А что же делалось в это время на Сухаревке? После нескольких сильных взрывов там началась настоящая паника. Картинки этой паники, которые мы могли наблюдать из окон казармы сверху, привлекали наше всеобщее внимание и вызывали веселый хохот, хотя, казалось, нам самим было не до того. Вот по переулку бегут китайцы (их было немало в то время в Москве), хозяева столиков с самоварами. Каждый тащит свой самовар. Самовары еще полным ходом кипят, вылить кипяток и вытряхнуть уголья нет времени, нести же такие раскаленные, изрыгающие пар самовары, да еще бегом, действительно смешная картина. Но вот новый страшный взрыв. Один китаец вздрагивает и сразу же в панике бросает кипящий самовар. Его примеру следуют и наши российские бабы, также хозяйки столиков с самоварами. Бросив самовары прямо на улице, все с визгом бегут, толкая друг друга, не зная куда, в страшной панике. Приходилось мне впоследствии не раз наблюдать панику, я знал, насколько она «заразительна», но такого смешного проявления паники я более никогда не видывал. Конечно, не только самоварники бросили свое самое драгоценное имущество. Торговцы всяким барахлом, услышав взрывы, также, конечно, бросились бежать врассыпную, мешая друг другу. Многие «магазины» с товарами были брошены на произвол судьбы.

У ворот наших казарм, выходивших прямо на Сухаревку, стояли три пары часовых. Когда внезапно начались взрывы, они, как и все, растерялись. Ребята, которые в это время были во дворе, и выбежавшие из казарм толпами бросились к воротам, смяли часовых и выскочили на Сухаревку.
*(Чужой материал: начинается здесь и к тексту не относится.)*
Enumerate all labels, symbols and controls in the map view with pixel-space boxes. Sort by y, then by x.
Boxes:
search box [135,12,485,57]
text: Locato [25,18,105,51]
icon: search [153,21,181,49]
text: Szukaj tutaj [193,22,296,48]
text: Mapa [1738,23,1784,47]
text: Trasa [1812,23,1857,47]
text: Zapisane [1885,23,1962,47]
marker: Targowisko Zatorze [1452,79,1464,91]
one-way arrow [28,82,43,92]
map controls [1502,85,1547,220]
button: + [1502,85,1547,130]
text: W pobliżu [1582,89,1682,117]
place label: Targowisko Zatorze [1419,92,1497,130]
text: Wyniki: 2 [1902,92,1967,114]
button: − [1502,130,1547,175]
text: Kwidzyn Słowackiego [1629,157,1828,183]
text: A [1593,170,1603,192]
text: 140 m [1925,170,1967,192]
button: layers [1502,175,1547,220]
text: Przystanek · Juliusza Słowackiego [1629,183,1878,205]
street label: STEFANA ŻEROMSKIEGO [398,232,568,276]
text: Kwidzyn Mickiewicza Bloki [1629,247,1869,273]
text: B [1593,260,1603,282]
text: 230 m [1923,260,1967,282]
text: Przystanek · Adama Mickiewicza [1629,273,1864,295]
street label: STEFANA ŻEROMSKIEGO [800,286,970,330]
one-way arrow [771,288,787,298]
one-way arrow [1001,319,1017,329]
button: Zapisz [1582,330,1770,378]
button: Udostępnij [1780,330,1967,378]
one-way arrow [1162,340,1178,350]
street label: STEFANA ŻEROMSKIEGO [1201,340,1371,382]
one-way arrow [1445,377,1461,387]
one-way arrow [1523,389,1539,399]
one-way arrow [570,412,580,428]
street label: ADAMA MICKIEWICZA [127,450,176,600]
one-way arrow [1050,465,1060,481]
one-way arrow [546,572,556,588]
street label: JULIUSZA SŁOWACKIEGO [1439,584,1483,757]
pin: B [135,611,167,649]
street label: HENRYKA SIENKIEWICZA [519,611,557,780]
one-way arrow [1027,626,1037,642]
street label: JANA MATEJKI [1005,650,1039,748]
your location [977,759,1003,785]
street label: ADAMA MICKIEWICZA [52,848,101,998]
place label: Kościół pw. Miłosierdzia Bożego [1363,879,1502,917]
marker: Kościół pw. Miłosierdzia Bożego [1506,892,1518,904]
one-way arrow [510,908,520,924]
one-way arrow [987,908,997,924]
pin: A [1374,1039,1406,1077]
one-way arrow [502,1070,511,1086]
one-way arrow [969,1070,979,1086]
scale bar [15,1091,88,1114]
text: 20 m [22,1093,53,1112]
Несмотря на панику, многие из наших молодых ребят отнюдь не растерялись. Все съестное (а оно было, пожалуй, самым драгоценным в то время), сахар, табак и прочее, что оказалось без присмотра, попало в их руки, и уже через 15 минут в нашей казарме среди наблюдателей взрывов появились молодчики с картофельными лепешками, кусками хлеба с сахаром и прочими лакомствами. Оставив на нарах добычу, они снова бросались на двор к воротам и, пробившись на Сухаревку, вновь возвращались с богатой добычей.

Мне, как дежурному, было совершенно невозможно покинуть пост, и это хорошо понимали наши практичные ребята. Почти каждый из совершивших экспедицию на Сухаревку совал мне некоторую часть своей добычи, отсыпал немного махры, давал кусок хлеба, лепешку, сахар и прочее. Некоторые из наиболее удачливых успели добыть себе и кое-что из одежды. Сухаревка разбежалась начисто минут через 15 после начала взрывов. На месте «всероссийского торжища» остались лишь груды книг, поваленные столики, кучи разного барахла и прочее. Все это ревизовалось и конфисковалось нашими не потерявшими духа ребятами, которые натащили в казарму много всякой дряни. Прошло, вероятно, минут 40 после начала взрывов. Они еще продолжались, никто не имел представления об их причине. Как будто они сделались несколько слабее, и версия об обстреле Москвы тяжелыми фугасными снарядами казалась по-прежнему наиболее правдоподобной. Но в армии так не бывает, чтобы при такого рода событиях не обнаружилось командование. Ротное начальство, естественно, не могло на свой риск предпринимать каких-либо действий. Но «вот приходит к нам приказ» из штаба полка: «В ружье». Скомандовали и мы. Все выстроились с винтовками, стали производить расчет. В это время был получен второй приказ («вот приходит к нам другой…») выдать всем патронташи по 70 патронов. Началась суматоха.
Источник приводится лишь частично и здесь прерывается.